Supplied data:
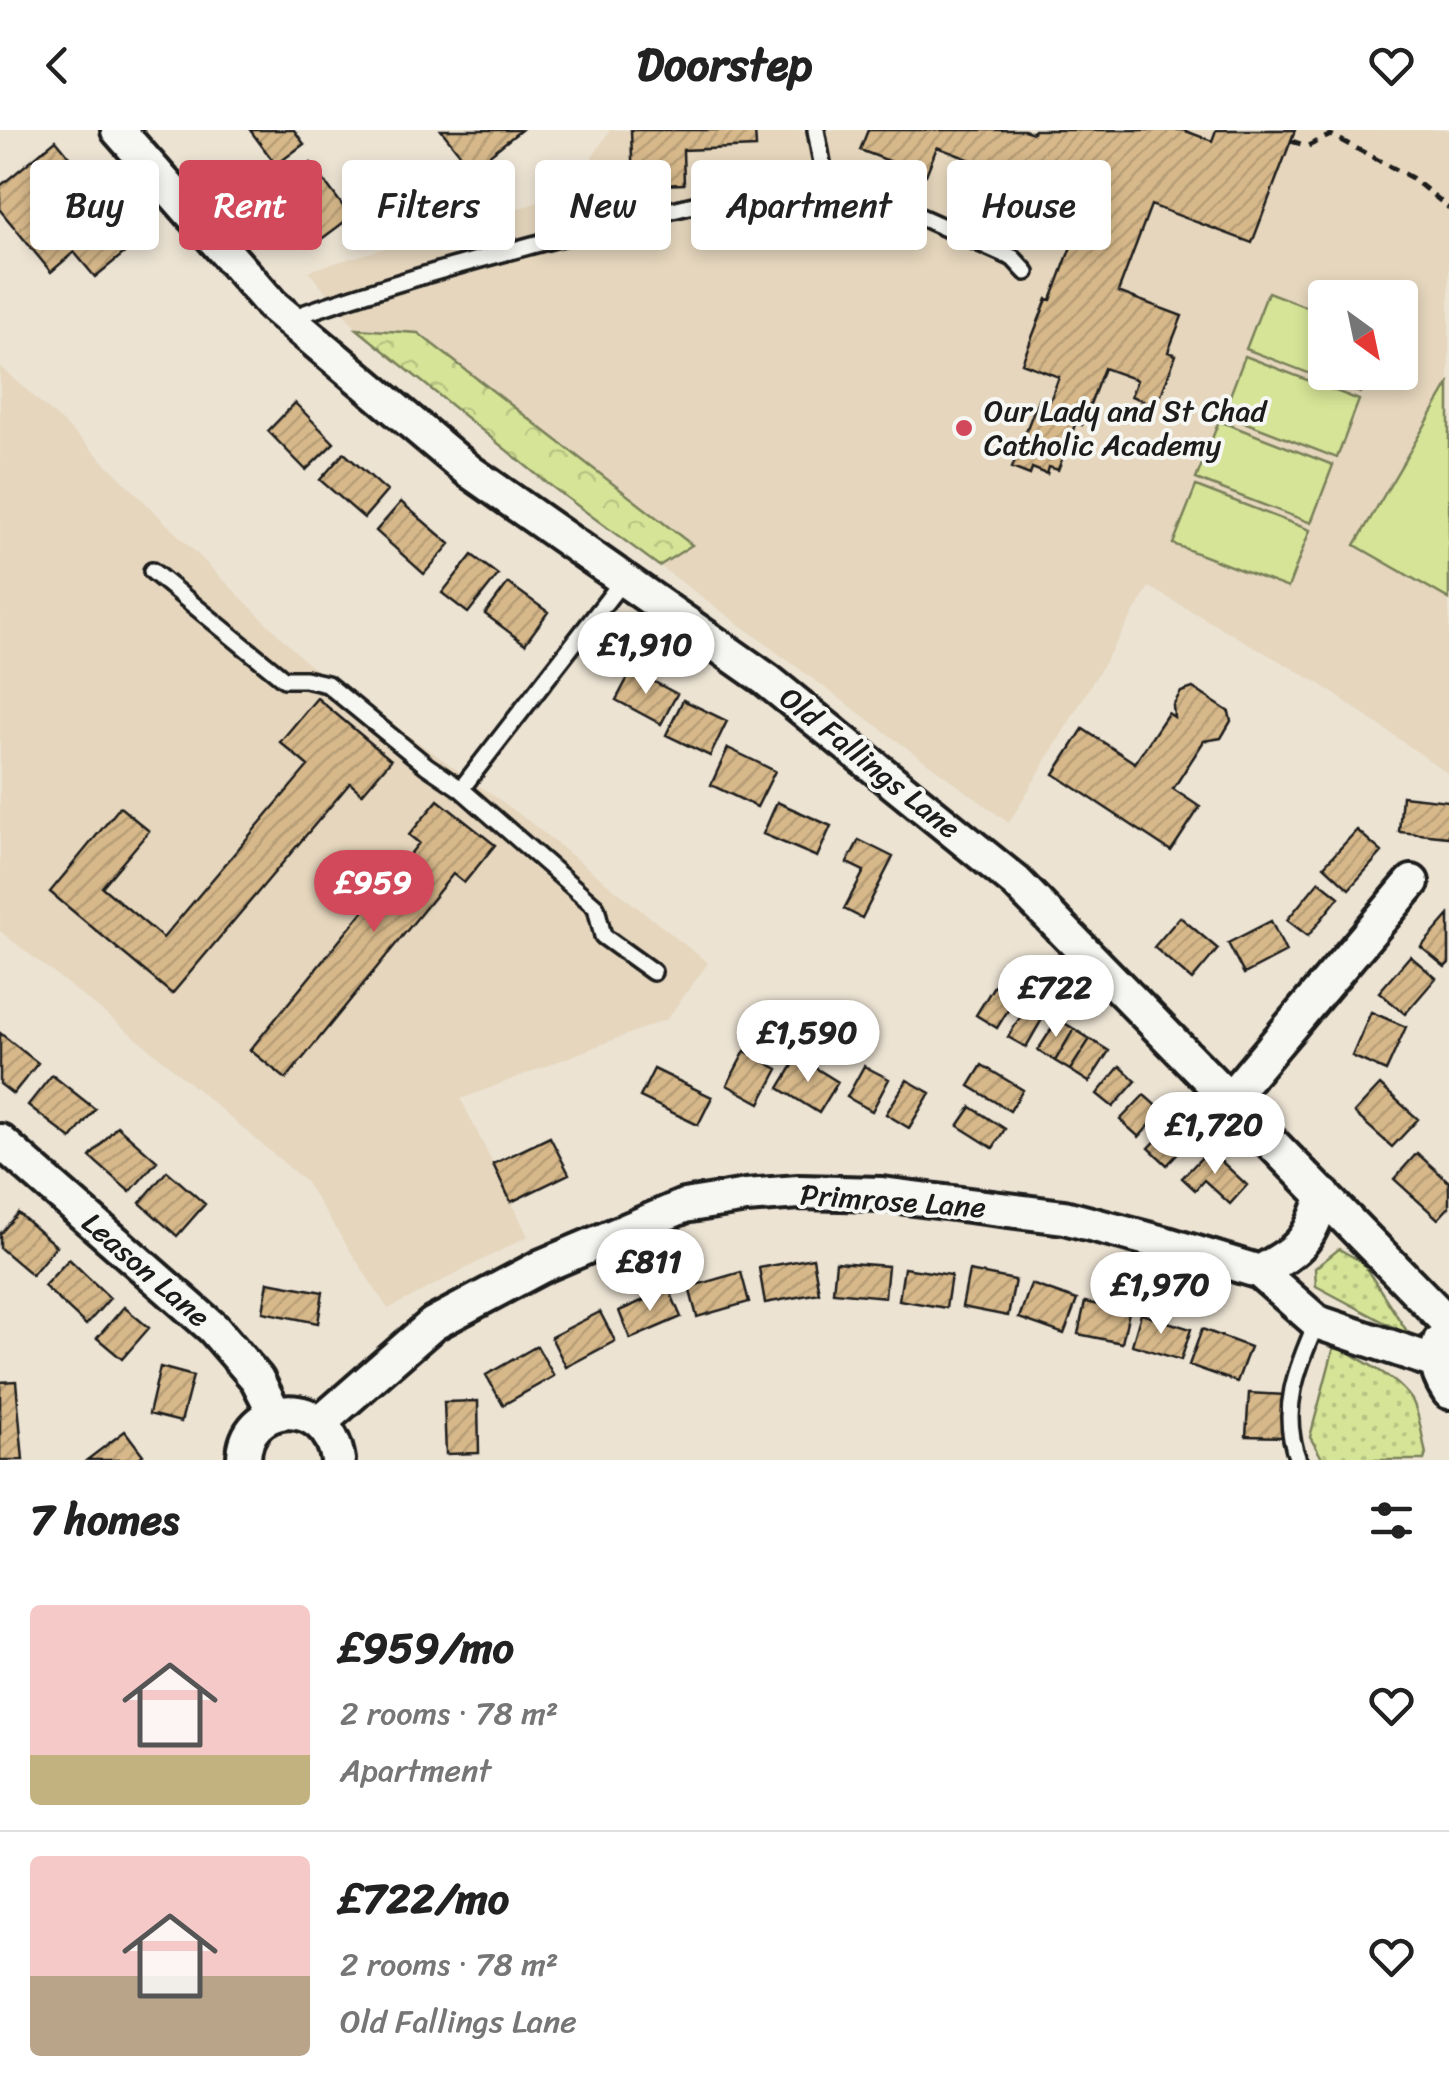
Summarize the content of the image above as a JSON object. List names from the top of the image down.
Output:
{
  "streets": {
    "street": ["Old Fallings Lane", "Primrose Lane", "Leason Lane"]
  },
  "places": ["Our Lady and St Chad Catholic Academy"],
  "north": "bottom right",
  "page": {
    "header": "Doorstep",
    "chip": [
      "Buy",
      "Rent",
      "Filters",
      "New",
      "Apartment",
      "House"
    ],
    "price": [
      "£1,910",
      "£959",
      "£722",
      "£1,590",
      "£1,720",
      "£811",
      "£1,970"
    ],
    "heading": "7 homes",
    "list": [
      {
        "name": "£959/mo",
        "note": "2 rooms · 78 m² · Apartment"
      },
      {
        "name": "£722/mo",
        "note": "2 rooms · 78 m² · Old Fallings Lane"
      }
    ]
  }
}
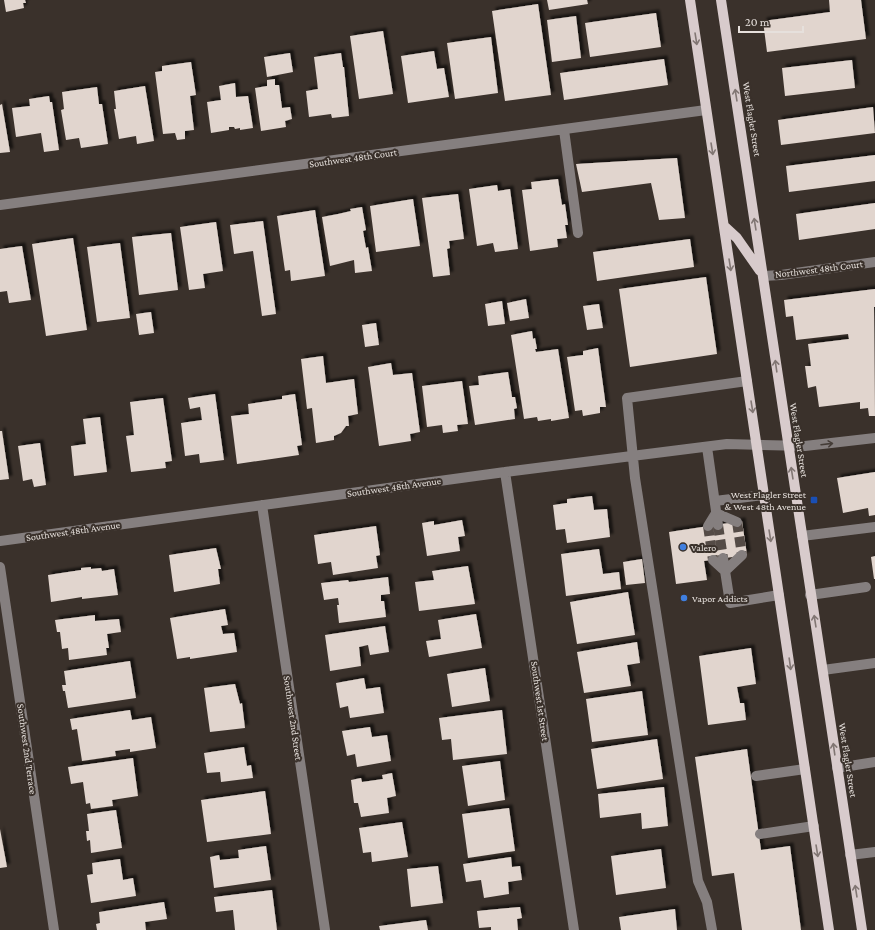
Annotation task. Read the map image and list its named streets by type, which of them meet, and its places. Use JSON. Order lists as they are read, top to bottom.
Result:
{
  "streets": {
    "main road": ["West Flagler Street"],
    "street": [
      "Southwest 48th Court",
      "Northwest 48th Court",
      "Southwest 48th Avenue",
      "Southwest 1st Street",
      "Southwest 2nd Street",
      "Southwest 2nd Terrace"
    ]
  },
  "crossings": [
    ["West Flagler Street", "Northwest 48th Court"],
    ["West Flagler Street", "Southwest 48th Avenue"],
    ["Southwest 48th Avenue", "Southwest 1st Street"],
    ["Southwest 48th Avenue", "Southwest 2nd Street"]
  ],
  "places": {
    "transit": ["West Flagler Street & West 48th Avenue"],
    "other": ["Valero", "Vapor Addicts"]
  },
  "scale_bar": "20 m"
}
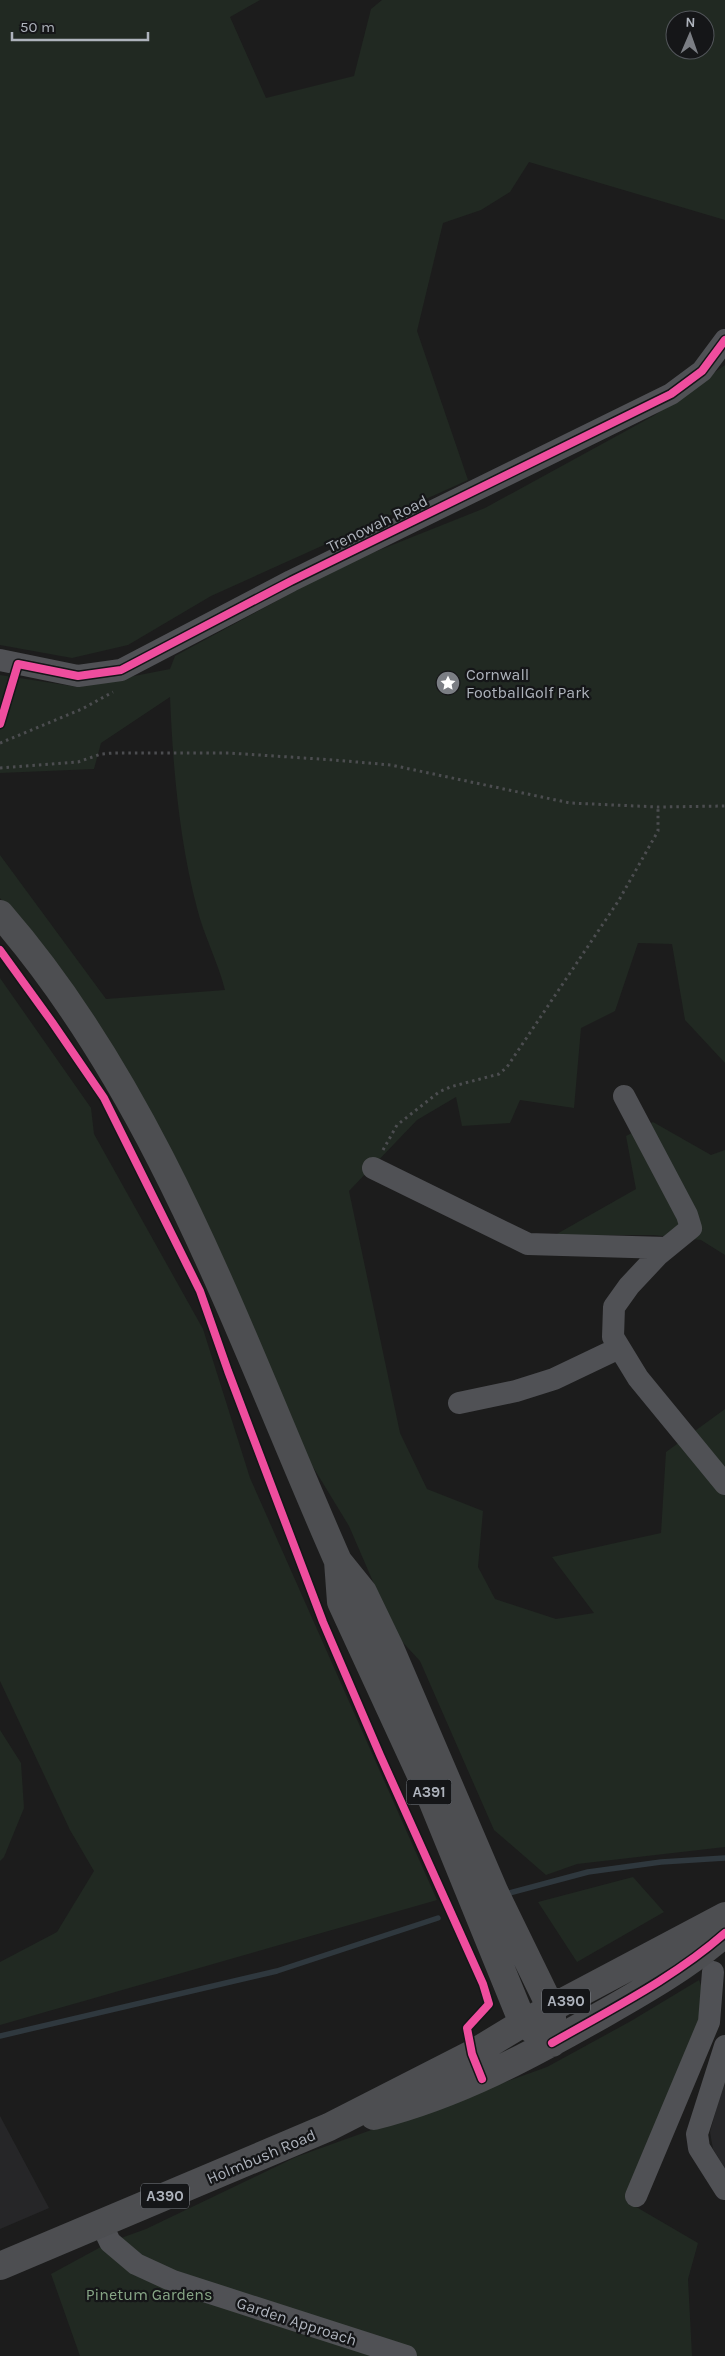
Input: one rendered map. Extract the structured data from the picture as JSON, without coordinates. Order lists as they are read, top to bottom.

Work order: Repeat every record precisely. Any picture among them stays out of the copy.

Response area:
Summarize the content of the image above as a JSON object. List names from the top of the image down.
Output:
{
  "streets": {
    "street": ["Old Fallings Lane", "Primrose Lane", "Leason Lane"]
  },
  "places": ["Our Lady and St Chad Catholic Academy"],
  "north": "bottom right",
  "page": {
    "header": "Doorstep",
    "chip": [
      "Buy",
      "Rent",
      "Filters",
      "New",
      "Apartment",
      "House"
    ],
    "price": [
      "£1,910",
      "£959",
      "£722",
      "£1,590",
      "£1,720",
      "£811",
      "£1,970"
    ],
    "heading": "7 homes",
    "list": [
      {
        "name": "£959/mo",
        "note": "2 rooms · 78 m² · Apartment"
      },
      {
        "name": "£722/mo",
        "note": "2 rooms · 78 m² · Old Fallings Lane"
      }
    ]
  }
}
Annotation task. Read the map image and list its named streets by type, which of them meet, and its places. Use JSON. Order lists as they are read, top to bottom.
Result:
{
  "streets": {
    "main road": ["West Flagler Street"],
    "street": [
      "Southwest 48th Court",
      "Northwest 48th Court",
      "Southwest 48th Avenue",
      "Southwest 1st Street",
      "Southwest 2nd Street",
      "Southwest 2nd Terrace"
    ]
  },
  "crossings": [
    ["West Flagler Street", "Northwest 48th Court"],
    ["West Flagler Street", "Southwest 48th Avenue"],
    ["Southwest 48th Avenue", "Southwest 1st Street"],
    ["Southwest 48th Avenue", "Southwest 2nd Street"]
  ],
  "places": {
    "transit": ["West Flagler Street & West 48th Avenue"],
    "other": ["Valero", "Vapor Addicts"]
  },
  "scale_bar": "20 m"
}
Input: one rendered map. Extract the structured data from the picture as JSON, without coordinates. Order lists as they are read, top to bottom.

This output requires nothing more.